** Opening DATA TO PROCESS block **

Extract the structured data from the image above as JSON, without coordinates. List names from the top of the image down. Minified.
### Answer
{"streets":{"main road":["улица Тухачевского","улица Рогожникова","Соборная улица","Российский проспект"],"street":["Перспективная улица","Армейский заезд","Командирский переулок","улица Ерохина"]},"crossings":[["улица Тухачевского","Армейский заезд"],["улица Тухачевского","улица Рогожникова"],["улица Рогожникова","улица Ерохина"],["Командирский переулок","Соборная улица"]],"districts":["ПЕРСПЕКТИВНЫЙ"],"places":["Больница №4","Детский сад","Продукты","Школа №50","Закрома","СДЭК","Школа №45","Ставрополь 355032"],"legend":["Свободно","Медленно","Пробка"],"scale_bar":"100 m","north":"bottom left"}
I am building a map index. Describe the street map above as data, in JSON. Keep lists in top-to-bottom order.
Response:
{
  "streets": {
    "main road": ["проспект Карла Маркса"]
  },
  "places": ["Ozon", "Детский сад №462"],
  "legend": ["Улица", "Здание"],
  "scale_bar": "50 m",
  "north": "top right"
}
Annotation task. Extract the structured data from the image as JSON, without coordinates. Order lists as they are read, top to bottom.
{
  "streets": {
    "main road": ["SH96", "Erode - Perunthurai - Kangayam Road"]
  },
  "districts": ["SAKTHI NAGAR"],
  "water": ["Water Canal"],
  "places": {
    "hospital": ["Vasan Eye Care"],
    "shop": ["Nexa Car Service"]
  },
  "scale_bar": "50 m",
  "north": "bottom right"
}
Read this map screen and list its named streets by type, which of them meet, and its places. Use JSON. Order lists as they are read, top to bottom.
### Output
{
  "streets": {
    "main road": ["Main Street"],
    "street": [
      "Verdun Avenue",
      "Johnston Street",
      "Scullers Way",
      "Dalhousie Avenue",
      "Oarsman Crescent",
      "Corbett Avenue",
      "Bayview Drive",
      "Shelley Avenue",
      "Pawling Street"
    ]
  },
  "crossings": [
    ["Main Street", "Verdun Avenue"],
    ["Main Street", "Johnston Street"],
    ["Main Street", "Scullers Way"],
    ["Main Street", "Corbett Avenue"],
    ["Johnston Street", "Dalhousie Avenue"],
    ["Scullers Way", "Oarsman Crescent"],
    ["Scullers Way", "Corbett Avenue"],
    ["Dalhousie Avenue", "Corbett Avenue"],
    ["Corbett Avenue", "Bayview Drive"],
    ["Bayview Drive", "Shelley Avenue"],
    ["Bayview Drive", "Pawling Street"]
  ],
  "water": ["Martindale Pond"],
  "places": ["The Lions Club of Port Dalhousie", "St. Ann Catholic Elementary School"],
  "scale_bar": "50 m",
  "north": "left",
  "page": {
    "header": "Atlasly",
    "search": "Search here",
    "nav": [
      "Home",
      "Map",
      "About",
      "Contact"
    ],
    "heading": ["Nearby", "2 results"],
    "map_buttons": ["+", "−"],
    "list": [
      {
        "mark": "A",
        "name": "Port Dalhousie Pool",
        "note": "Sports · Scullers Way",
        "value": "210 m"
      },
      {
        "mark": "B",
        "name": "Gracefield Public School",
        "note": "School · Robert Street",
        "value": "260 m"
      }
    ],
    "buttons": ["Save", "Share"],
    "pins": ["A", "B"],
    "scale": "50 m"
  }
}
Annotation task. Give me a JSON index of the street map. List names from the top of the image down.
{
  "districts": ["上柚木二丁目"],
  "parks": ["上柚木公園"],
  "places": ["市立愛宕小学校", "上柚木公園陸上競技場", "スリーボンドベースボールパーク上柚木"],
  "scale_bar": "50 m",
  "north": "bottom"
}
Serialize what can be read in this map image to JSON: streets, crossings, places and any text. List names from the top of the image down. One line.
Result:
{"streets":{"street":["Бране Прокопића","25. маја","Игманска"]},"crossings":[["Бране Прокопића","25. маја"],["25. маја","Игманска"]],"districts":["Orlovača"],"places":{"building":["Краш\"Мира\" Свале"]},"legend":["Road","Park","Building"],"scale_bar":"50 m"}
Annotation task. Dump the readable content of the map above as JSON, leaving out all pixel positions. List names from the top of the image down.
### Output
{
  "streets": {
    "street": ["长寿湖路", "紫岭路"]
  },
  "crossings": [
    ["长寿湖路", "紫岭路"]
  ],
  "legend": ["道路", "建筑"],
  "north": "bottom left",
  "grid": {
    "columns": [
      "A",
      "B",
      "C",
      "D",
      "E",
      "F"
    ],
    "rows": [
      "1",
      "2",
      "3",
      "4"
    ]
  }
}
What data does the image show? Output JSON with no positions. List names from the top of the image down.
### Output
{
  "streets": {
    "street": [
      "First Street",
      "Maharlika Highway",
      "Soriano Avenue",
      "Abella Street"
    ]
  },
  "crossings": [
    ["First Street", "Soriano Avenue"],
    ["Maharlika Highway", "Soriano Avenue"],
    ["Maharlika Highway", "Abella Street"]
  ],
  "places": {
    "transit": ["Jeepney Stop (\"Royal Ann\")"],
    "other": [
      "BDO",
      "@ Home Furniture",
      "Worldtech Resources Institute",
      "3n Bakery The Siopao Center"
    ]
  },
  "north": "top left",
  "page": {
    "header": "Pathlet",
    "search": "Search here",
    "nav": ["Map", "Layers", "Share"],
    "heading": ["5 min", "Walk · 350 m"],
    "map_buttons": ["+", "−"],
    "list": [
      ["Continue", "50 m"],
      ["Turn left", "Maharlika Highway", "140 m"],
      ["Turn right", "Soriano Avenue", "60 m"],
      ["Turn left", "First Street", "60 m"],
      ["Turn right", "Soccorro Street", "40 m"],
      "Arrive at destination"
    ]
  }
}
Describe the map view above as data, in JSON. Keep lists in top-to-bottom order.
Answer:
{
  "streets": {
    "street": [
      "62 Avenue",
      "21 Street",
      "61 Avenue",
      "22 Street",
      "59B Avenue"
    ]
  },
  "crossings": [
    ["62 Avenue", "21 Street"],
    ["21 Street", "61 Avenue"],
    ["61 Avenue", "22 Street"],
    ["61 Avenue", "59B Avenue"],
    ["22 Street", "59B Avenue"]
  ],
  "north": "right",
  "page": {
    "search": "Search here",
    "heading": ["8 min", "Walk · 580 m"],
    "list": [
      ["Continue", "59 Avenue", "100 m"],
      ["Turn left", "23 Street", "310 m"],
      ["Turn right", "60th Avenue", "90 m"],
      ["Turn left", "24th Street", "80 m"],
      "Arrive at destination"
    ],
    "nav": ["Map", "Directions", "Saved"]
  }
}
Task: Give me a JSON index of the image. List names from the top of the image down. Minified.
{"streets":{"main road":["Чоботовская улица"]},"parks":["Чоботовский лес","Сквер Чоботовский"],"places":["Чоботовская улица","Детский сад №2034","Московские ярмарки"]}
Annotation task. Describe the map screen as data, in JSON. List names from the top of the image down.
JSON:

** Closing DATA TO PROCESS block **

◆ WHAT TO DO: Every entry in the data should be returned exactly.

◆ RESULT OF THIS EXERCISE:
Extract the structured data from the image above as JSON, without coordinates. List names from the top of the image down. Minified.
### Answer
{"streets":{"main road":["улица Тухачевского","улица Рогожникова","Соборная улица","Российский проспект"],"street":["Перспективная улица","Армейский заезд","Командирский переулок","улица Ерохина"]},"crossings":[["улица Тухачевского","Армейский заезд"],["улица Тухачевского","улица Рогожникова"],["улица Рогожникова","улица Ерохина"],["Командирский переулок","Соборная улица"]],"districts":["ПЕРСПЕКТИВНЫЙ"],"places":["Больница №4","Детский сад","Продукты","Школа №50","Закрома","СДЭК","Школа №45","Ставрополь 355032"],"legend":["Свободно","Медленно","Пробка"],"scale_bar":"100 m","north":"bottom left"}
I am building a map index. Describe the street map above as data, in JSON. Keep lists in top-to-bottom order.
Response:
{
  "streets": {
    "main road": ["проспект Карла Маркса"]
  },
  "places": ["Ozon", "Детский сад №462"],
  "legend": ["Улица", "Здание"],
  "scale_bar": "50 m",
  "north": "top right"
}
Annotation task. Extract the structured data from the image as JSON, without coordinates. Order lists as they are read, top to bottom.
{
  "streets": {
    "main road": ["SH96", "Erode - Perunthurai - Kangayam Road"]
  },
  "districts": ["SAKTHI NAGAR"],
  "water": ["Water Canal"],
  "places": {
    "hospital": ["Vasan Eye Care"],
    "shop": ["Nexa Car Service"]
  },
  "scale_bar": "50 m",
  "north": "bottom right"
}
Read this map screen and list its named streets by type, which of them meet, and its places. Use JSON. Order lists as they are read, top to bottom.
### Output
{
  "streets": {
    "main road": ["Main Street"],
    "street": [
      "Verdun Avenue",
      "Johnston Street",
      "Scullers Way",
      "Dalhousie Avenue",
      "Oarsman Crescent",
      "Corbett Avenue",
      "Bayview Drive",
      "Shelley Avenue",
      "Pawling Street"
    ]
  },
  "crossings": [
    ["Main Street", "Verdun Avenue"],
    ["Main Street", "Johnston Street"],
    ["Main Street", "Scullers Way"],
    ["Main Street", "Corbett Avenue"],
    ["Johnston Street", "Dalhousie Avenue"],
    ["Scullers Way", "Oarsman Crescent"],
    ["Scullers Way", "Corbett Avenue"],
    ["Dalhousie Avenue", "Corbett Avenue"],
    ["Corbett Avenue", "Bayview Drive"],
    ["Bayview Drive", "Shelley Avenue"],
    ["Bayview Drive", "Pawling Street"]
  ],
  "water": ["Martindale Pond"],
  "places": ["The Lions Club of Port Dalhousie", "St. Ann Catholic Elementary School"],
  "scale_bar": "50 m",
  "north": "left",
  "page": {
    "header": "Atlasly",
    "search": "Search here",
    "nav": [
      "Home",
      "Map",
      "About",
      "Contact"
    ],
    "heading": ["Nearby", "2 results"],
    "map_buttons": ["+", "−"],
    "list": [
      {
        "mark": "A",
        "name": "Port Dalhousie Pool",
        "note": "Sports · Scullers Way",
        "value": "210 m"
      },
      {
        "mark": "B",
        "name": "Gracefield Public School",
        "note": "School · Robert Street",
        "value": "260 m"
      }
    ],
    "buttons": ["Save", "Share"],
    "pins": ["A", "B"],
    "scale": "50 m"
  }
}
Annotation task. Give me a JSON index of the street map. List names from the top of the image down.
{
  "districts": ["上柚木二丁目"],
  "parks": ["上柚木公園"],
  "places": ["市立愛宕小学校", "上柚木公園陸上競技場", "スリーボンドベースボールパーク上柚木"],
  "scale_bar": "50 m",
  "north": "bottom"
}
Serialize what can be read in this map image to JSON: streets, crossings, places and any text. List names from the top of the image down. One line.
Result:
{"streets":{"street":["Бране Прокопића","25. маја","Игманска"]},"crossings":[["Бране Прокопића","25. маја"],["25. маја","Игманска"]],"districts":["Orlovača"],"places":{"building":["Краш\"Мира\" Свале"]},"legend":["Road","Park","Building"],"scale_bar":"50 m"}
Annotation task. Dump the readable content of the map above as JSON, leaving out all pixel positions. List names from the top of the image down.
### Output
{
  "streets": {
    "street": ["长寿湖路", "紫岭路"]
  },
  "crossings": [
    ["长寿湖路", "紫岭路"]
  ],
  "legend": ["道路", "建筑"],
  "north": "bottom left",
  "grid": {
    "columns": [
      "A",
      "B",
      "C",
      "D",
      "E",
      "F"
    ],
    "rows": [
      "1",
      "2",
      "3",
      "4"
    ]
  }
}
What data does the image show? Output JSON with no positions. List names from the top of the image down.
### Output
{
  "streets": {
    "street": [
      "First Street",
      "Maharlika Highway",
      "Soriano Avenue",
      "Abella Street"
    ]
  },
  "crossings": [
    ["First Street", "Soriano Avenue"],
    ["Maharlika Highway", "Soriano Avenue"],
    ["Maharlika Highway", "Abella Street"]
  ],
  "places": {
    "transit": ["Jeepney Stop (\"Royal Ann\")"],
    "other": [
      "BDO",
      "@ Home Furniture",
      "Worldtech Resources Institute",
      "3n Bakery The Siopao Center"
    ]
  },
  "north": "top left",
  "page": {
    "header": "Pathlet",
    "search": "Search here",
    "nav": ["Map", "Layers", "Share"],
    "heading": ["5 min", "Walk · 350 m"],
    "map_buttons": ["+", "−"],
    "list": [
      ["Continue", "50 m"],
      ["Turn left", "Maharlika Highway", "140 m"],
      ["Turn right", "Soriano Avenue", "60 m"],
      ["Turn left", "First Street", "60 m"],
      ["Turn right", "Soccorro Street", "40 m"],
      "Arrive at destination"
    ]
  }
}
Describe the map view above as data, in JSON. Keep lists in top-to-bottom order.
Answer:
{
  "streets": {
    "street": [
      "62 Avenue",
      "21 Street",
      "61 Avenue",
      "22 Street",
      "59B Avenue"
    ]
  },
  "crossings": [
    ["62 Avenue", "21 Street"],
    ["21 Street", "61 Avenue"],
    ["61 Avenue", "22 Street"],
    ["61 Avenue", "59B Avenue"],
    ["22 Street", "59B Avenue"]
  ],
  "north": "right",
  "page": {
    "search": "Search here",
    "heading": ["8 min", "Walk · 580 m"],
    "list": [
      ["Continue", "59 Avenue", "100 m"],
      ["Turn left", "23 Street", "310 m"],
      ["Turn right", "60th Avenue", "90 m"],
      ["Turn left", "24th Street", "80 m"],
      "Arrive at destination"
    ],
    "nav": ["Map", "Directions", "Saved"]
  }
}
Task: Give me a JSON index of the image. List names from the top of the image down. Minified.
{"streets":{"main road":["Чоботовская улица"]},"parks":["Чоботовский лес","Сквер Чоботовский"],"places":["Чоботовская улица","Детский сад №2034","Московские ярмарки"]}
Annotation task. Describe the map screen as data, in JSON. List names from the top of the image down.
JSON:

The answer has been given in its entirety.